Aunque parece un festival de música avant-garde, nada se vende ni se cobra ahí, salvo el boleto de acceso que sólo sustenta los gastos, además del transporte aéreo para llegar en avión privado a un paraje deshabitado, a decenas de kilómetros de la ciudad.
En los últimos días de agosto, cada año, se levanta una “ciudad” bautizada como Black Rock City, que debe ser desmontada al término del encuentro, de modo que cada quien debe llevar lo que considere necesario para sobrevivir una semana.
Los asistentes deben llevar una casa de campaña, remolque o casa rodante, y en pleno siglo XXI no está permitido el comercio ni el uso de dinero, por lo que, de precisar algo que no se lleve consigo, se recurre al trueque.
La organización instala un “aeropuerto emergente” para dar cobertura a los cientos de avionetas y aviones privados que arriban, con todo y expertos controladores aéreos, para la seguridad de los invitados… ese es un dato para dimensionar la excentricidad del encuentro.
El personal del no-festival colabora de manera voluntaria, incluyendo los operadores del aeropuerto; sus gastos se sufragan con el servicio extra que se ofrece a quienes no poseen aeronaves por ser llevados y traídos de San Francisco al desierto de Nevada, y viceversa.
El costo del viaje redondo es de unos tres mil dólares; además de 600 por el acceso y 140 de estacionamiento ─si se llega vía terrestre─. Un dato que revela lo “movido” del asunto: el festival, que este año concluyó el 2 de septiembre, registró 326 operaciones de vuelo.
El perfil sonoro es “raver”: techno, progressive y house-tech, con todo y su hermandad y unidad con la naturaleza. En la última edición destacaron DJs y productores como Diplo, Carl Cox, Lee Burridge, Goldfish, Charlotte de Witte, Skrillex, Black Coffee, Nina Kraviz.
En 1986, Larry Harvey y Jerry James, durante un solsticio de verano quemaron una figura de madera de 2.7 metros de altura en Baker Beach, San Francisco, un arranque simbólico para el “Burning Man”.

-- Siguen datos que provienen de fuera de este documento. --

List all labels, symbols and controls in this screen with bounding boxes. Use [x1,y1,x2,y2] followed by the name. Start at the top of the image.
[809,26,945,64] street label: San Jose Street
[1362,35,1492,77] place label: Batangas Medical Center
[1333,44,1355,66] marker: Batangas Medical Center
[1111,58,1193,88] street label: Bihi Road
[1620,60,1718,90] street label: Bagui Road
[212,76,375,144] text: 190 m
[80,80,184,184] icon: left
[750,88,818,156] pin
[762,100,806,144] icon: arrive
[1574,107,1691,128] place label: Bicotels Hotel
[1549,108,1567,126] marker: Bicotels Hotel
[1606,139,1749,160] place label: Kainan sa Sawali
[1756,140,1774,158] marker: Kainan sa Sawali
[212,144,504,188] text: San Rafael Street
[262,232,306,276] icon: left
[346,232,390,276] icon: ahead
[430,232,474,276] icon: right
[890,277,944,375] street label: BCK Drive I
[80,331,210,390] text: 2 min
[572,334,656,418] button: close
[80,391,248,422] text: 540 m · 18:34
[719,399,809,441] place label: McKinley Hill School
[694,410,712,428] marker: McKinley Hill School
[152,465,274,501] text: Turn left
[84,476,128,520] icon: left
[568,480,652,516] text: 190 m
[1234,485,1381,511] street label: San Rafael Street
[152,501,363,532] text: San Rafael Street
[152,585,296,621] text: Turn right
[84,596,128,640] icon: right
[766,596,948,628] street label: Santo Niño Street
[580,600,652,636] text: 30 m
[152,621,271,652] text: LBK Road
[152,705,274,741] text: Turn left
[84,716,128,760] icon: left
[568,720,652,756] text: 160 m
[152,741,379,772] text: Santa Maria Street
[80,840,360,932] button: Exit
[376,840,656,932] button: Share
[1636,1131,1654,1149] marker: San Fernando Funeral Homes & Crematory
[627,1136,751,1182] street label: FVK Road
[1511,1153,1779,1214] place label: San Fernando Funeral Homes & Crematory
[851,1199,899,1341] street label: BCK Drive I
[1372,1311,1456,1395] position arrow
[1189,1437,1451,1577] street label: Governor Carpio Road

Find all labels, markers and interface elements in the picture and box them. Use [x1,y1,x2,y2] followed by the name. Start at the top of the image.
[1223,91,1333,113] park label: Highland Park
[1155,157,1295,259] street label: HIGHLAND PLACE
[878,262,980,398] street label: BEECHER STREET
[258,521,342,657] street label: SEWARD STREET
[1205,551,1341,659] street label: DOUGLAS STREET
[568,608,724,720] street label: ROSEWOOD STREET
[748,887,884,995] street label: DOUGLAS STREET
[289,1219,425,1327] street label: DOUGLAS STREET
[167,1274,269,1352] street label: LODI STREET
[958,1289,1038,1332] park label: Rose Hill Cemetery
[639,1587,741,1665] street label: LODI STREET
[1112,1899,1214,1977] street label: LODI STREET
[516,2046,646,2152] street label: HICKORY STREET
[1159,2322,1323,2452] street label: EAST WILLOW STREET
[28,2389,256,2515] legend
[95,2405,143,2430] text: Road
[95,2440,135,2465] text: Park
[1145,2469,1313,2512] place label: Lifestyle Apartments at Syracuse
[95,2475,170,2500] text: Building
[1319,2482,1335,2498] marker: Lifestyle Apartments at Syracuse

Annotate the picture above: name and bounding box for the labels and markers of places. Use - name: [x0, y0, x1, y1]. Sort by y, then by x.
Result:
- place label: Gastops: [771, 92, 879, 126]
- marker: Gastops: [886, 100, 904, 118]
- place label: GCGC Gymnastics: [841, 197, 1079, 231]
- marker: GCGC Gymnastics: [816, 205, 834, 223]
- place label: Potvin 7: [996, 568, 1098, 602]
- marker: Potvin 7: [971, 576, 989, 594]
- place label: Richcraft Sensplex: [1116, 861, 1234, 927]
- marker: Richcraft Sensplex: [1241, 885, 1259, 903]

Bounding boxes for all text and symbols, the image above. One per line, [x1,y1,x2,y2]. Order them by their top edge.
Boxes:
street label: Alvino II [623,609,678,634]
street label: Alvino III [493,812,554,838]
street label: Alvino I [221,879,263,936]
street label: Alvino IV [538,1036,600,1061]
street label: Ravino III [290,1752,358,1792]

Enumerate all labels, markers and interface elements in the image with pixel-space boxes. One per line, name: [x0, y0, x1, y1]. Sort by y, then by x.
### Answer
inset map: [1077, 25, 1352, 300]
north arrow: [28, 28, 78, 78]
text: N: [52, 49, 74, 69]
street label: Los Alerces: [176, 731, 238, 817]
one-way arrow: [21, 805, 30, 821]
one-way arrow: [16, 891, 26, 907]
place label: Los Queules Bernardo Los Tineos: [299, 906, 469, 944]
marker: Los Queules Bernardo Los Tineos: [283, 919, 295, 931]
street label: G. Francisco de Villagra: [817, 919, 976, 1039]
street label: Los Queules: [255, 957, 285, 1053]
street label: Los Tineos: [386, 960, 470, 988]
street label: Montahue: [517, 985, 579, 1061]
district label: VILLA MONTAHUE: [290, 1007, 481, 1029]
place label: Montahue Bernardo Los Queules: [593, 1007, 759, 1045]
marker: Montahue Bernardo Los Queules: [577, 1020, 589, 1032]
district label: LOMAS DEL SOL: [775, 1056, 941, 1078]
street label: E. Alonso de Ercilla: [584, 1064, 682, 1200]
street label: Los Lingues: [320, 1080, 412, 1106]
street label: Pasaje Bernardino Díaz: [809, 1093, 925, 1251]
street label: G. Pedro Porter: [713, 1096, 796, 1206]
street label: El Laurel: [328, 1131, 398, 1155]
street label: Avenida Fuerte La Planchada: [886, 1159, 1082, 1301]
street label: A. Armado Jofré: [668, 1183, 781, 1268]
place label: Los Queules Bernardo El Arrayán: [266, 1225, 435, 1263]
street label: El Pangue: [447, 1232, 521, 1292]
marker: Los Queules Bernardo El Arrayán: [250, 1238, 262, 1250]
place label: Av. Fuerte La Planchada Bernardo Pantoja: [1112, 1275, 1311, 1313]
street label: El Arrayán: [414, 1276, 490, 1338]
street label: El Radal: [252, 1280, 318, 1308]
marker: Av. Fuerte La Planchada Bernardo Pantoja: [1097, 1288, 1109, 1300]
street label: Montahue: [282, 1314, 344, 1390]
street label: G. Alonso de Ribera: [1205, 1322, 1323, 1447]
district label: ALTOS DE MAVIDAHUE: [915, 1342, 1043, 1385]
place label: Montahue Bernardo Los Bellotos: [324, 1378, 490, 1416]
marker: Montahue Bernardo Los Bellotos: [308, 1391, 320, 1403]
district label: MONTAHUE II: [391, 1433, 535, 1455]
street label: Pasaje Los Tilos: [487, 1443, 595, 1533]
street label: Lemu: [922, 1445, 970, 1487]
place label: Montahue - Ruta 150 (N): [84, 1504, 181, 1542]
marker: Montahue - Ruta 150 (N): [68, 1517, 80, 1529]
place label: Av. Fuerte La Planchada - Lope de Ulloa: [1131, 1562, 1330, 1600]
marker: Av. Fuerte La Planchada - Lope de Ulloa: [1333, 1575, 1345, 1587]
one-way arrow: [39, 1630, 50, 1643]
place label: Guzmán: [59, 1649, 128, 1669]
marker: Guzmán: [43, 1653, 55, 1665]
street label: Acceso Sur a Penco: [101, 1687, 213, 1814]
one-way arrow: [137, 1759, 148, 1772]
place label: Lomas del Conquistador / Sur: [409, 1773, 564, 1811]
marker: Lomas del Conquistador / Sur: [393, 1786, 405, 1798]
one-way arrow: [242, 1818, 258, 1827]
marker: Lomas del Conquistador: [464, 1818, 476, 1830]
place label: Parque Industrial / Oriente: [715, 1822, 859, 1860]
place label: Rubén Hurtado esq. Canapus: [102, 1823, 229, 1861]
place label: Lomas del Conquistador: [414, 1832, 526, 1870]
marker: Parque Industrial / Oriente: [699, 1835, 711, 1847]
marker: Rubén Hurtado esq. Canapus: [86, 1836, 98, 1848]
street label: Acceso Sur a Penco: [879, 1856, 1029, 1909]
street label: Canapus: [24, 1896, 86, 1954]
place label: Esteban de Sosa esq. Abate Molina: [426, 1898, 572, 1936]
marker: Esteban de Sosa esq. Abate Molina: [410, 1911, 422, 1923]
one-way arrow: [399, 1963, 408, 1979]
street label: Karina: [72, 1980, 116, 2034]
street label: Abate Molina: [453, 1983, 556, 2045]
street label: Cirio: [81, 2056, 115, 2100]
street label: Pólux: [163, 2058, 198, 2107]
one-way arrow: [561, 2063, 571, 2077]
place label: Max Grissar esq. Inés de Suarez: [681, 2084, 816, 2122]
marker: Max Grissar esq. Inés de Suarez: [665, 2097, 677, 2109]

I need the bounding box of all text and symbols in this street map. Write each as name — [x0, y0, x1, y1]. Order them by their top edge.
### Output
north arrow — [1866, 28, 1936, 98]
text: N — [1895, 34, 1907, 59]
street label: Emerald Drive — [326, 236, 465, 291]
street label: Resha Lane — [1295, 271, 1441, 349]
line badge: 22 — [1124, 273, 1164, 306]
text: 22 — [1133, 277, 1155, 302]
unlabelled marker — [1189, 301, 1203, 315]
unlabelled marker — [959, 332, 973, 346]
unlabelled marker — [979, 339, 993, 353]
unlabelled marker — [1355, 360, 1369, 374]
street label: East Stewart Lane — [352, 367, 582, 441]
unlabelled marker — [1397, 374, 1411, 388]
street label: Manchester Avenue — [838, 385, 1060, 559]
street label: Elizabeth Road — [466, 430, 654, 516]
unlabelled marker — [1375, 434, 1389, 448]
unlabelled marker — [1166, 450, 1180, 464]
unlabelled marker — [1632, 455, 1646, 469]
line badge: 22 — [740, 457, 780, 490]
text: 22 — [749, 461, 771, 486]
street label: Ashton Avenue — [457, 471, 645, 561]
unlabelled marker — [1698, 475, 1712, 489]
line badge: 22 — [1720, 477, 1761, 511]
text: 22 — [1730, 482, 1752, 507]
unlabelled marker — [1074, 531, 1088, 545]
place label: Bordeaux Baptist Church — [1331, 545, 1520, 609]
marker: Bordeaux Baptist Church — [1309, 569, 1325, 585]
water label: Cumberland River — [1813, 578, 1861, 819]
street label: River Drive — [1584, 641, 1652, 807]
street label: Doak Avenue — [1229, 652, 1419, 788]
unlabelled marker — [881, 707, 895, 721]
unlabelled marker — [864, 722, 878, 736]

El ritual fue prohibido en San Francisco y trasladado al desierto, y desde entonces es un fenómeno que atrae a todo mundo en medio de un paisaje distópico ─representación de una sociedad imaginaria, injusta y caótica, en la que nadie querría estar─ a lo “Mad Max”.
El evento lo producía la compañía Black Rock City, pero desde 2013 lo hace “Burning Man Project” ─firma sin fines de lucro─ y se organiza en otras ciudades de Estados Unidos e internacionalmente en campamentos con el mismo espíritu de comunidad y autosuficiencia.
Cada año, adopta una temática: “Animalia” (2022), “Walking Dreams” (2023) y este año “Curiouser & Curiouser”, que inspirada en “Alicia en el país de las maravillas” invitó a los “burners” ─como llaman a los asistentes─ a explorar desde la curiosidad, lo irracional y lo absurdo.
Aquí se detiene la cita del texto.